Knochelmann, who became Kenton County Judge-Executive earlier this year, has been in the plumbing and heating business his whole life, first at his family’s firm and since 2011 as owner of Schneller. You don’t always need a furnace tune-up before the heating season, he says, but it’s a good idea to turn it on once to make sure it is in working order. That and a working carbon monoxide detector are two things to remember as the weather turns cold, he says.

Schneller, which will mark its 88th year in business next April, employs about 40, including about 10 members of Knochelmann’s family, and expects revenues of about $7 million this year.

Personal service has a lot to do with Schneller’s success, Knochelmann says.

“It’s kind of a cliché, but it always comes down to people,” he says. “Every one of our technicians is personally requested once they’ve been in a customer’s home. If they aren’t they’re probably not doing something right,” he says. 

“One of the most frustrating things for a customer is to not reach a live person to get a [service] call booked and then not have somebody show up. That shouldn’t be hard in a service business,” he says.

To make it easier for customers, Schneller has introduced online appointment scheduling on its website and it includes bio’s and photos of all its technicians so customers know who’s doing the work.

Within the last year, the company has also added a feature that allows customers to login to their account via the website and see their account history to track invoices or work done. “We don’t need to make it complicated,” he says. “It’s frustrating enough when your heat is out or you have no hot water. We want to make sure the customers using us today are also using us 10 years from now.”

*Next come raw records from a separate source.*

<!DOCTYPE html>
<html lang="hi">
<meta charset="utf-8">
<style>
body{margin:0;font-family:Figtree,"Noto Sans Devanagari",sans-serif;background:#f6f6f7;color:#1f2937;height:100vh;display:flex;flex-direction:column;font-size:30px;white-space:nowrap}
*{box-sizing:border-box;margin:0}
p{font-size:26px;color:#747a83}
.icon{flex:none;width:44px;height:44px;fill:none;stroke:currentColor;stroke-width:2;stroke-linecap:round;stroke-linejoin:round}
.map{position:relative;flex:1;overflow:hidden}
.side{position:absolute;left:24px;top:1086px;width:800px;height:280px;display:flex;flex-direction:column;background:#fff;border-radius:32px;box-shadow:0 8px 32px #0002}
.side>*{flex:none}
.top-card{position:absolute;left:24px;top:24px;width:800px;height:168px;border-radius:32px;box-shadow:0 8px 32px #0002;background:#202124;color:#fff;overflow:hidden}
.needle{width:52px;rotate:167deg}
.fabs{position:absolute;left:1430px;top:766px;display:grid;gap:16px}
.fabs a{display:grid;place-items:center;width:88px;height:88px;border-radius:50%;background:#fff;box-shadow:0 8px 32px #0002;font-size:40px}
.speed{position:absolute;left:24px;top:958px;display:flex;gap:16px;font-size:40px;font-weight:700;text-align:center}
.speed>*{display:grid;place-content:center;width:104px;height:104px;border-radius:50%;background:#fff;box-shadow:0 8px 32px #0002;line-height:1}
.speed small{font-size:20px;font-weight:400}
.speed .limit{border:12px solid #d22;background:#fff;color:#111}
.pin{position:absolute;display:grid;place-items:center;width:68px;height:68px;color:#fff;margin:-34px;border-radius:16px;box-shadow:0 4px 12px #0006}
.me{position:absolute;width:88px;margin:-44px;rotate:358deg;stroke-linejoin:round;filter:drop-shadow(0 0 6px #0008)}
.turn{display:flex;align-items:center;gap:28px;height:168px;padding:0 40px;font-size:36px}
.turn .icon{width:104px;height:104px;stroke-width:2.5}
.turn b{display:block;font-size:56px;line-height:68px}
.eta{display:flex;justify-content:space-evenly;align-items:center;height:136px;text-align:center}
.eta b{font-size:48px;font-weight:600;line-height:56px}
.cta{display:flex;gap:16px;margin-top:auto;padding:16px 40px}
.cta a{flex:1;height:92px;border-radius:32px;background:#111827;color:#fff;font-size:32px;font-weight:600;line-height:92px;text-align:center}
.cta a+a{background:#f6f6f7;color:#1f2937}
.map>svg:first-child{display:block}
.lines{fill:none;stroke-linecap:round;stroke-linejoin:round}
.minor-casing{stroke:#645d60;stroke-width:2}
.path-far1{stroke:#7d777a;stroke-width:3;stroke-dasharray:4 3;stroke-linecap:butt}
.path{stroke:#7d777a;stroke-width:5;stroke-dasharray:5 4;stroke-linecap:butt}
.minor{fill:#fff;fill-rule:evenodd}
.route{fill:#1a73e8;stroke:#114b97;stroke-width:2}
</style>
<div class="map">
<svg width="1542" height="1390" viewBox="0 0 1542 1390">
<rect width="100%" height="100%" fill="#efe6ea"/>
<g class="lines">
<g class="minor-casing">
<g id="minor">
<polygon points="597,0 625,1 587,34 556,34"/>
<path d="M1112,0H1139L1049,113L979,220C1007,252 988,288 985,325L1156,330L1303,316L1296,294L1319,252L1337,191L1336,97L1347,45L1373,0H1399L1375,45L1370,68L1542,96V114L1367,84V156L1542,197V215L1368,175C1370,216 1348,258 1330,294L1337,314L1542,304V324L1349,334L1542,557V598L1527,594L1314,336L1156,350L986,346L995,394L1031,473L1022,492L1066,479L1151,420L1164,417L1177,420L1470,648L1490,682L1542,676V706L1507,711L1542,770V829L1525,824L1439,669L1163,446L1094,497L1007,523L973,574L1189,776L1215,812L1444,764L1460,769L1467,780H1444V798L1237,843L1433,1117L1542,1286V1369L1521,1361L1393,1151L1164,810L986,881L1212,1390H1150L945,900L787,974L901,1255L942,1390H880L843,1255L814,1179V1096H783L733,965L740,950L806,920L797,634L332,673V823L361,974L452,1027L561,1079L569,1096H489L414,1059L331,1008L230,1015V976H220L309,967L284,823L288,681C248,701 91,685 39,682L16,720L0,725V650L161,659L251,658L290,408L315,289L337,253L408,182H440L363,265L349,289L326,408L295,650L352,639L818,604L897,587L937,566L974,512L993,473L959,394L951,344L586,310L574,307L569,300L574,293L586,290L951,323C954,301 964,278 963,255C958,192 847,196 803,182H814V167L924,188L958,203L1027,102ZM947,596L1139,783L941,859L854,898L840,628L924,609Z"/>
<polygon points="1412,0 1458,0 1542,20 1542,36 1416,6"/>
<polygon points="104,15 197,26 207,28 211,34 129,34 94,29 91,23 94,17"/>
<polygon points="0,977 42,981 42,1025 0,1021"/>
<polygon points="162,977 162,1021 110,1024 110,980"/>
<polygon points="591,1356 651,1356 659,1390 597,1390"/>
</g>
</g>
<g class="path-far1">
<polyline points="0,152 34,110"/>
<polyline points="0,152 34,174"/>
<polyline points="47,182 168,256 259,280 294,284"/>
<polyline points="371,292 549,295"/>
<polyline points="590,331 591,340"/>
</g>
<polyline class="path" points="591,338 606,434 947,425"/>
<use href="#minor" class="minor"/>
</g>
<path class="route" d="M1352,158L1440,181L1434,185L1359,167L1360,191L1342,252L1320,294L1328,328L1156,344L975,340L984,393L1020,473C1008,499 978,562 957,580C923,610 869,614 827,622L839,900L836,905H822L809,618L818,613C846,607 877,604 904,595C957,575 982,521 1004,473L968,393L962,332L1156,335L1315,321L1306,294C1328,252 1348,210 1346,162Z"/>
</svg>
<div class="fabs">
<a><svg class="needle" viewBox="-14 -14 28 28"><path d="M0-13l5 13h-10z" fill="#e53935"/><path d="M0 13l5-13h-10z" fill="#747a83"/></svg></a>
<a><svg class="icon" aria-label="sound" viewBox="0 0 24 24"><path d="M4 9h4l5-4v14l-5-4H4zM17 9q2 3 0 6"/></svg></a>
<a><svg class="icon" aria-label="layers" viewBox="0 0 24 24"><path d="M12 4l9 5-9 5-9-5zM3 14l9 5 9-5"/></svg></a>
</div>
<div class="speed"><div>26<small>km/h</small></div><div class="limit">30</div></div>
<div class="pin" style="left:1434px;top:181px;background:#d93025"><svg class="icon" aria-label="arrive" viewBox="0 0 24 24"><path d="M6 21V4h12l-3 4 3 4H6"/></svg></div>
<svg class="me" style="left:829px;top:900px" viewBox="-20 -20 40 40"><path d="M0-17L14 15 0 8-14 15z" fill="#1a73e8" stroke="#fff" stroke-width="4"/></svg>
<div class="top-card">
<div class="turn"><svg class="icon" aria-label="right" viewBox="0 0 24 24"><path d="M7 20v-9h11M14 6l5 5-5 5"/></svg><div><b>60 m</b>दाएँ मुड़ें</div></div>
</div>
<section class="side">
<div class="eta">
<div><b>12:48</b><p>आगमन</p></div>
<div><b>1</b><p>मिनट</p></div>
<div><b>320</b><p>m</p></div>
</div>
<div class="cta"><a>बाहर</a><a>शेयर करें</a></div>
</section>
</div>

In one of its biggest investments outside of its vehicle fleet, Schneller is the first plumbing service provider in Northern Kentucky to invest in new sewer lining equipment that allows it to repair broken sewer lines without digging up a customer’s yard.

Loaded on a 16-foot truck the equipment arm pushes a bladder through a cleared sewer and lines it with a composite material that hardens like PVC pipe.

The system not only saves digging up a yard but also is also more cost effective, he says.

“The best option in a lot of cases is to line the sewer rather than dig it up and replace it,” he says.